Archéologie

La découverte d’une sépulture médiévale préservée sous les glaces de Gdańsk fascine les archéologues

Hamza Chouraqui

Sous les fondations modernes de Gdańsk, les archéologues ont découvert la sépulture d’un chevalier médiéval. Protégée par les glaces et enterrée profondément, cette tombe refait surface avec une charge symbolique remarquable. Le défunt, dont l’identité reste mystérieuse, témoigne du passé guerrier de cette ville baltique. Les indices accumulés suggèrent un personnage de haut rang, disparu depuis plusieurs siècles.

La dalle funéraire elle-même constitue un objet exceptionnel. Taillée dans du calcaire suédois, une pierre coûteuse importée de loin, elle mesure environ cent cinquante centimètres. Le relief sculpté montre un chevalier en armes, debout et autoritaire. Cotte de mailles, épée et bouclier composent cette représentation visuelle rare pour l’époque. Des traces de pigments blancs subsistent, indiquant que la tombe était autrefois peinte. Malgré quelques fissures, le matériau tendre a conservé des détails remarquables.

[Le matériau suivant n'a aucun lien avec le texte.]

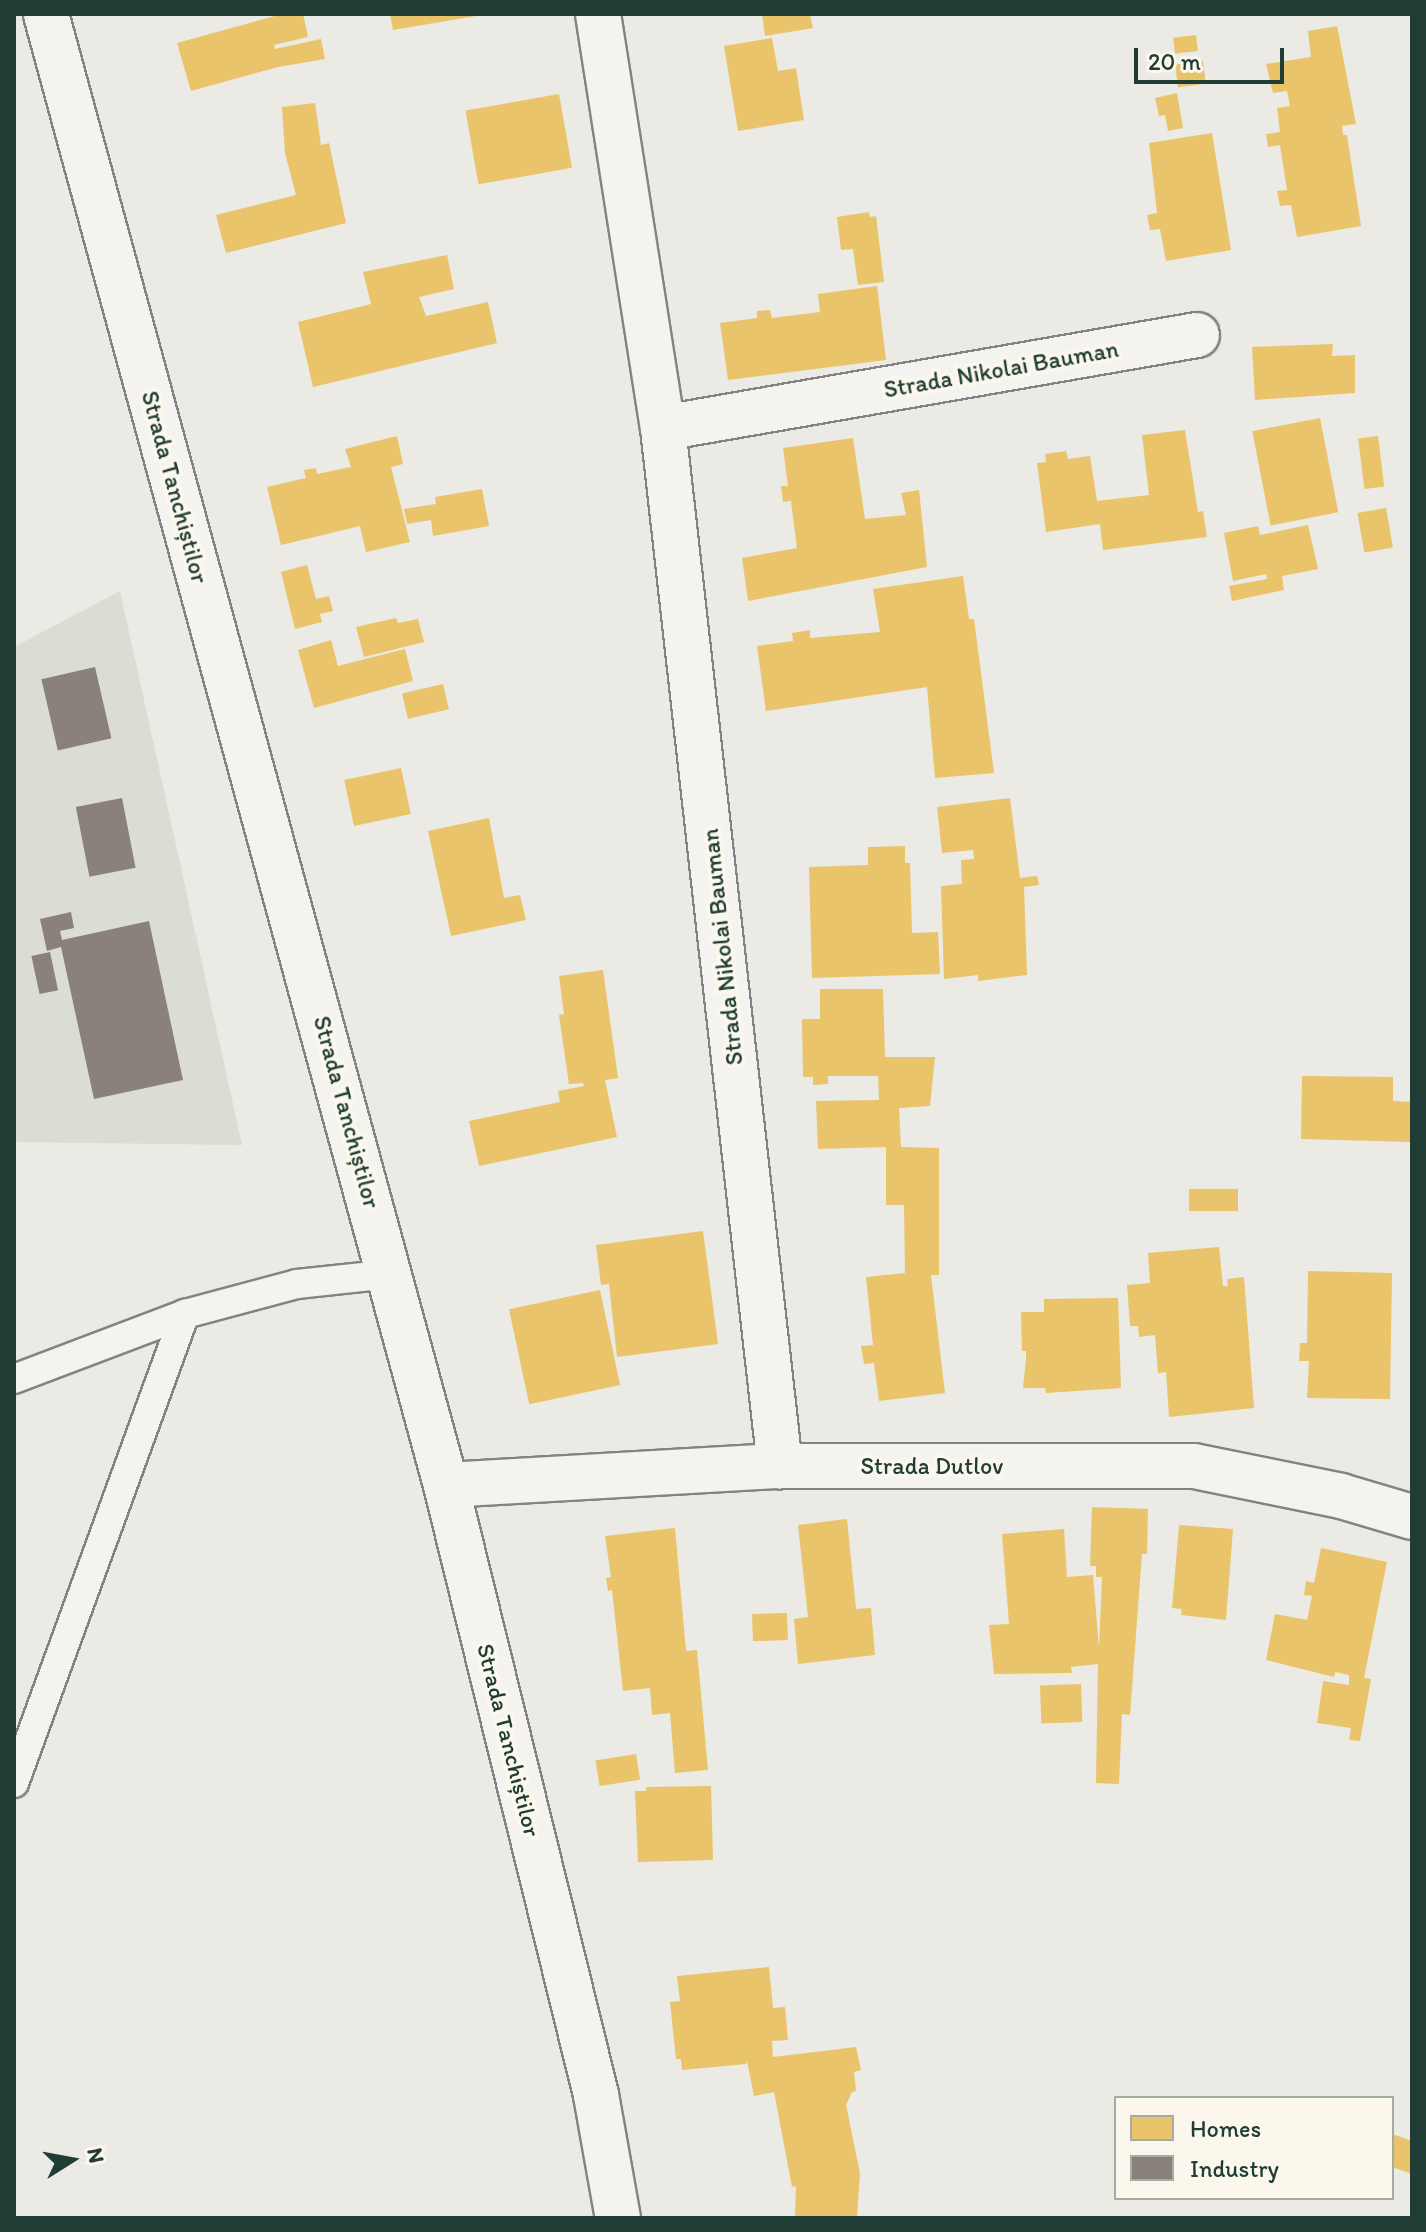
<!DOCTYPE html>
<html>
<head>
<meta charset="utf-8">
<style>
  body { margin:0 }
  #map { position:relative; width:1426px; height:2232px; overflow:hidden; background:#ebeae4; font-family:Itim,sans-serif }
  div>[style] { position:absolute }
  [style*='--x'] { left:calc(var(--x)*1px); top:calc(var(--y)*1px); width:calc(var(--w)*1px); rotate:calc(var(--a)*1deg) }
  .built>* { inset:0; background:#dbdcd3 }
  .homes>* { inset:0; background:#e9c46a; transform-origin:0 0 }
  .industry>* { inset:0; background:#8a817c; transform-origin:0 0 }
  .roads { filter:drop-shadow(2px 0 #808581) drop-shadow(-2px 0 #808581) drop-shadow(0 2px #808581) drop-shadow(0 -2px #808581) }
  .service>* { height:28px; margin:-14px; padding:0 14px; transform-origin:14px; border-radius:14px; background:#f4f3ef }
  .minor>* { height:44px; margin:-22px; padding:0 22px; transform-origin:22px; border-radius:22px; background:#f4f3ef }
  .tertiary>* { height:44px; margin:-22px; padding:0 22px; transform-origin:22px; border-radius:22px; background:#f4f3ef }
  span { translate:-50% -50%; white-space:nowrap; text-align:center; line-height:1.15; -webkit-text-stroke:8px #fbf7ec; paint-order:stroke }
  .street-label { font-size:24px; color:#1f3d34 }
  .frame { position:absolute; inset:0; border:16px solid #1f3d34; pointer-events:none }
  .legend { position:absolute; left:1114px; top:2096px; width:280px; height:104px; box-sizing:border-box; background:#fbf7ec; border:2px solid #a3ada2; margin:0; padding:10px 14px; list-style:none; font-size:24px; color:#1f3d34 }
  .legend li { display:flex; align-items:center; gap:16px; height:40px }
  .legend b { width:40px; border:2px solid #a3ada2 }
  .north { position:absolute; left:32px; top:2120px; width:80px; height:80px; -webkit-text-stroke:6px #fbf7ec; paint-order:stroke; rotate:79deg; font-size:22px; font-weight:700; line-height:32px; text-align:center; color:#1f3d34 }
  .north::after { content:''; display:block; margin:auto; width:28px; height:36px; background:#1f3d34; clip-path:polygon(50% 0,100% 100%,50% 72%,0 100%) }
  .scale { position:absolute; left:1134px; top:48px; width:150px; height:36px; box-sizing:border-box; border:4px solid #1f3d34; border-top:0; padding-left:10px; font-size:24px; line-height:28px; white-space:nowrap; color:#1f3d34; -webkit-text-stroke:6px #fbf7ec; paint-order:stroke }
</style>
</head>
<body>
<div id="map">
  <div class="built">
    <div style="clip-path:polygon(120px 591px,242px 1145px,14px 1142px,14px 647px)"></div>
  </div>
  <div class="homes">
    <div style="clip-path:polygon(282px 14px,303px 14px,308px 37px,274px 45px,275px 49px,321px 39px,325px 59px,278px 67px,191px 91px,177px 43px)"></div>
    <div style="clip-path:polygon(390px 14px,476px 14px,476px 16px,393px 30px)"></div>
    <div style="clip-path:polygon(762px 14px,810px 14px,813px 28px,765px 36px)"></div>
    <div style="clip-path:polygon(1337px 26px,1356px 124px,1342px 126px,1343px 135px,1347px 135px,1361px 226px,1297px 237px,1291px 205px,1280px 206px,1277px 191px,1287px 190px,1280px 145px,1268px 147px,1266px 134px,1280px 132px,1277px 108px,1290px 106px,1287px 91px,1273px 93px,1266px 64px,1311px 57px,1308px 31px)"></div>
    <div style="left:1196px;top:35px;width:16px;height:23px;rotate:83deg"></div>
    <div style="clip-path:polygon(772px 38px,778px 71px,796px 68px,804px 120px,738px 131px,724px 46px)"></div>
    <div style="left:1203px;top:61px;width:23px;height:28px;rotate:83deg"></div>
    <div style="clip-path:polygon(1177px 93px,1183px 128px,1168px 131px,1165px 115px,1159px 116px,1155px 98px)"></div>
    <div style="left:559px;top:94px;width:75px;height:95px;rotate:80deg"></div>
    <div style="clip-path:polygon(315px 103px,321px 145px,329px 143px,346px 223px,226px 253px,216px 215px,296px 195px,285px 153px,282px 107px)"></div>
    <div style="clip-path:polygon(1212px 133px,1231px 250px,1166px 261px,1160px 229px,1150px 230px,1147px 215px,1157px 213px,1149px 143px)"></div>
    <div style="clip-path:polygon(869px 212px,870px 217px,876px 216px,884px 282px,858px 285px,853px 249px,841px 250px,837px 217px)"></div>
    <div style="clip-path:polygon(447px 255px,454px 289px,419px 297px,426px 316px,488px 302px,497px 343px,313px 387px,298px 322px,371px 304px,363px 272px)"></div>
    <div style="clip-path:polygon(877px 286px,886px 360px,728px 380px,720px 323px,757px 318px,757px 311px,770px 310px,772px 318px,820px 312px,818px 294px)"></div>
    <div style="clip-path:polygon(1333px 344px,1332px 356px,1355px 355px,1355px 393px,1255px 400px,1252px 347px)"></div>
    <div style="left:1320px;top:418px;width:96px;height:69px;rotate:79deg"></div>
    <div style="clip-path:polygon(1185px 430px,1198px 512px,1203px 511px,1207px 537px,1103px 550px,1100px 524px,1046px 532px,1037px 463px,1046px 462px,1045px 454px,1066px 451px,1068px 459px,1090px 456px,1097px 501px,1149px 495px,1142px 435px)"></div>
    <div style="clip-path:polygon(397px 436px,403px 464px,391px 467px,410px 542px,366px 552px,360px 526px,281px 545px,267px 487px,306px 478px,304px 470px,316px 468px,317px 474px,351px 467px,345px 449px)"></div>
    <div style="left:1378px;top:436px;width:51px;height:20px;rotate:83deg"></div>
    <div style="clip-path:polygon(853px 438px,865px 519px,906px 515px,901px 493px,919px 490px,927px 567px,748px 601px,742px 558px,797px 548px,791px 501px,783px 502px,781px 486px,788px 486px,783px 448px)"></div>
    <div style="clip-path:polygon(482px 489px,489px 526px,433px 536px,431px 520px,407px 524px,404px 509px,436px 504px,435px 497px)"></div>
    <div style="left:1386px;top:508px;width:40px;height:29px;rotate:80deg"></div>
    <div style="clip-path:polygon(1308px 525px,1318px 569px,1282px 576px,1284px 590px,1232px 601px,1229px 586px,1267px 579px,1266px 574px,1233px 581px,1224px 533px,1258px 526px,1260px 535px)"></div>
    <div style="clip-path:polygon(307px 565px,316px 599px,329px 596px,333px 611px,320px 614px,322px 622px,295px 629px,281px 572px)"></div>
    <div style="clip-path:polygon(963px 576px,969px 619px,974px 619px,994px 773px,935px 778px,927px 687px,766px 711px,757px 646px,793px 641px,792px 633px,810px 630px,810px 638px,880px 632px,873px 589px)"></div>
    <div style="clip-path:polygon(396px 618px,398px 623px,418px 619px,424px 642px,364px 657px,356px 627px)"></div>
    <div style="clip-path:polygon(331px 640px,338px 666px,405px 649px,413px 681px,314px 708px,298px 650px)"></div>
    <div style="left:443px;top:684px;width:26px;height:42px;rotate:77deg"></div>
    <div style="left:401px;top:768px;width:47px;height:58px;rotate:78deg"></div>
    <div style="clip-path:polygon(1010px 798px,1020px 878px,1037px 876px,1039px 885px,1024px 887px,1027px 975px,978px 981px,978px 975px,944px 979px,941px 886px,962px 884px,961px 860px,974px 859px,973px 850px,942px 853px,937px 807px)"></div>
    <div style="clip-path:polygon(489px 818px,504px 898px,520px 895px,526px 920px,451px 936px,428px 831px)"></div>
    <div style="clip-path:polygon(905px 846px,905px 863px,910px 863px,912px 933px,938px 932px,940px 974px,812px 978px,809px 867px,868px 865px,868px 847px)"></div>
    <div style="clip-path:polygon(603px 970px,618px 1078px,605px 1080px,617px 1137px,479px 1166px,469px 1121px,560px 1102px,558px 1091px,584px 1086px,583px 1083px,569px 1084px,559px 1015px,564px 1014px,559px 976px)"></div>
    <div style="clip-path:polygon(820px 989px,883px 989px,885px 1057px,935px 1057px,930px 1106px,899px 1108px,901px 1147px,939px 1148px,939px 1275px,931px 1275px,945px 1393px,879px 1401px,874px 1363px,864px 1364px,861px 1346px,873px 1345px,866px 1277px,905px 1273px,904px 1205px,886px 1205px,886px 1147px,818px 1149px,816px 1101px,879px 1100px,878px 1076px,828px 1076px,828px 1084px,813px 1085px,813px 1077px,803px 1077px,802px 1019px,820px 1019px)"></div>
    <div style="clip-path:polygon(1302px 1076px,1393px 1077px,1393px 1101px,1412px 1102px,1412px 1142px,1301px 1139px)"></div>
    <div style="left:1189px;top:1189px;width:49px;height:22px"></div>
    <div style="clip-path:polygon(703px 1231px,718px 1344px,617px 1357px,609px 1284px,601px 1285px,596px 1245px)"></div>
    <div style="clip-path:polygon(1219px 1247px,1223px 1286px,1228px 1286px,1227px 1279px,1244px 1277px,1254px 1408px,1169px 1417px,1166px 1372px,1158px 1373px,1155px 1335px,1139px 1337px,1138px 1326px,1130px 1326px,1127px 1285px,1150px 1283px,1148px 1253px)"></div>
    <div style="clip-path:polygon(1308px 1271px,1392px 1273px,1390px 1399px,1307px 1398px,1309px 1361px,1299px 1361px,1300px 1343px,1307px 1343px)"></div>
    <div style="left:600px;top:1290px;width:97px;height:93px;rotate:78deg"></div>
    <div style="clip-path:polygon(1118px 1298px,1121px 1388px,1046px 1393px,1045px 1388px,1023px 1388px,1026px 1358px,1026px 1351px,1022px 1351px,1021px 1312px,1044px 1312px,1044px 1299px)"></div>
    <div style="clip-path:polygon(1092px 1507px,1148px 1509px,1147px 1554px,1142px 1554px,1130px 1715px,1122px 1714px,1119px 1784px,1096px 1783px,1098px 1664px,1071px 1667px,1072px 1673px,994px 1674px,989px 1625px,1009px 1624px,1002px 1534px,1064px 1529px,1067px 1577px,1093px 1575px,1099px 1648px,1102px 1577px,1096px 1577px,1096px 1566px,1090px 1566px)"></div>
    <div style="clip-path:polygon(847px 1519px,856px 1609px,871px 1608px,875px 1655px,798px 1664px,794px 1619px,808px 1617px,798px 1525px)"></div>
    <div style="clip-path:polygon(1179px 1525px,1233px 1529px,1226px 1620px,1181px 1615px,1182px 1609px,1172px 1608px)"></div>
    <div style="clip-path:polygon(675px 1528px,686px 1651px,697px 1650px,708px 1770px,675px 1773px,670px 1713px,652px 1715px,650px 1688px,623px 1691px,612px 1590px,608px 1591px,606px 1578px,611px 1577px,605px 1536px)"></div>
    <div style="clip-path:polygon(1321px 1548px,1387px 1562px,1364px 1678px,1371px 1679px,1360px 1741px,1349px 1740px,1351px 1728px,1317px 1723px,1323px 1681px,1349px 1685px,1349px 1675px,1335px 1672px,1334px 1677px,1266px 1660px,1275px 1614px,1307px 1620px,1312px 1596px,1304px 1595px,1306px 1581px,1314px 1583px)"></div>
    <div style="left:787px;top:1613px;width:27px;height:35px;rotate:88deg"></div>
    <div style="left:1081px;top:1684px;width:38px;height:41px;rotate:88deg"></div>
    <div style="left:636px;top:1754px;width:26px;height:41px;rotate:81deg"></div>
    <div style="clip-path:polygon(711px 1786px,713px 1860px,638px 1862px,635px 1791px,646px 1791px,646px 1787px)"></div>
    <div style="clip-path:polygon(769px 1967px,773px 2008px,785px 2007px,788px 2040px,772px 2041px,773px 2057px,856px 2047px,861px 2070px,854px 2072px,856px 2091px,852px 2092px,846px 2105px,860px 2173px,857px 2218px,795px 2218px,796px 2186px,792px 2187px,774px 2092px,754px 2096px,747px 2061px,746px 2064px,682px 2070px,681px 2059px,676px 2059px,670px 2002px,680px 2001px,677px 1976px)"></div>
    <div style="clip-path:polygon(1392px 2134px,1412px 2141px,1412px 2174px,1392px 2167px)"></div>
  </div>
  <div class="industry">
    <div style="left:95px;top:667px;width:73px;height:55px;rotate:77deg"></div>
    <div style="left:122px;top:798px;width:71px;height:47px;rotate:79deg"></div>
    <div style="clip-path:polygon(71px 912px,74px 928px,60px 931px,62px 940px,149px 921px,183px 1080px,94px 1099px,61px 947px,47px 951px,40px 919px)"></div>
    <div style="left:50px;top:952px;width:39px;height:19px;rotate:78deg"></div>
  </div>
  <div class="roads">
    <div class="service">
      <div style="--x:14;--y:1379;--w:183;--a:-20.8"></div>
      <div style="--x:185;--y:1314;--w:116;--a:-15"></div>
      <div style="--x:297;--y:1284;--w:95;--a:-6.1"></div>
      <div style="--x:14;--y:1783;--w:499;--a:-70"></div>
    </div>
    <div class="minor">
      <div style="--x:598;--y:14;--w:419;--a:81.1"></div>
      <div style="--x:663;--y:428;--w:1045;--a:83.57"></div>
      <div style="--x:663;--y:428;--w:542;--a:-9.88"></div>
      <div style="--x:446;--y:1485;--w:335;--a:-3.3"></div>
      <div style="--x:780;--y:1466;--w:414;--a:0"></div>
      <div style="--x:1194;--y:1466;--w:150;--a:11.5"></div>
      <div style="--x:1341;--y:1496;--w:74;--a:16.5"></div>
    </div>
    <div class="tertiary">
      <div style="--x:46;--y:14;--w:1524;--a:74.79"></div>
      <div style="--x:446;--y:1485;--w:628;--a:76.18"></div>
      <div style="--x:596;--y:2095;--w:125;--a:79.9"></div>
    </div>
  </div>
  <div class="street-label">
    <span style="left:1001px;top:369px;rotate:-10deg">Strada Nikolai Bauman</span>
    <span style="left:175px;top:487px;rotate:75deg">Strada Tanchiștilor</span>
    <span style="left:722px;top:947px;rotate:-96deg">Strada Nikolai Bauman</span>
    <span style="left:347px;top:1112px;rotate:75deg">Strada Tanchiștilor</span>
    <span style="left:932px;top:1466px">Strada Dutlov</span>
    <span style="left:509px;top:1740px;rotate:76deg">Strada Tanchiștilor</span>
  </div>
  <div class="frame"></div>
  <ul class="legend">
  <li><b style="height:22px;background:#e9c46a"></b>Homes</li>
  <li><b style="height:22px;background:#8a817c"></b>Industry</li>
  </ul>
  <div class="north">N</div>
  <div class="scale">20 m</div>
</div>
</body>
</html>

L’examen du squelette révèle des caractéristiques singulières. L’anthropologue Aleksandra Pudlo a étudié les ossements d’un homme robuste d’environ quarante ans, mesurant près d’un mètre soixante-quinze, bien au-dessus de la moyenne médiévale. Son alignement minutieux témoigne d’un soin particulier lors de l’inhumation. L’absence d’objets funéraires étonne d’abord, mais les chercheurs privilégient l’hypothèse d’un rite épuré ou d’un pillage ancien. Aucune marque heraldique ne permet une identification précise.

Les archéologues de la société ArcheoScan proposent des hypothèses sur son origine. Ce chevalier aurait pu servir les ducs de Poméranie ou l’ordre des chevaliers teutoniques, très influent au tournant du quatorzième siècle. La datation par radiocarbone et la comparaison avec d’autres sépultures similaires permettront d’affiner les conclusions. L’image gravée symbolise probablement un commandement militaire élevé. Le surnom populaire de « chevalier de Gdańsk » soulève un intérêt inattendu, évoquant les héros légendaires tout en ancrant la mémoire dans un lieu réel.

Gdańsk au tournant du treizième siècle constituait déjà un centre urbain connecté à l’Europe entière. Depuis vingt-trois, des fouilles ont mis au jour un château fort, un cimetière et une église du douzième siècle dans le quartier ancien de Śródmieście. Entre mille trois cent huit et mille trois cent quarante et un, les chevaliers teutoniques ont transformé la cité en bastion hanséatique. Le calcaire suédois et l’iconographie révèlent des échanges commerciaux avec la Scandinavie.

Cette découverte archéologique dépasse le simple objet funéraire. Elle participe à une relecture globale de Gdańsk comme carrefour de pouvoirs, de croyances et d’aspirations médiévales. Le chevalier anonyme retrouve une place dans cette fresque historique en reconstruction. La tombe sculptée illustre comment la pierre peut préserver l’essence d’une époque révolue.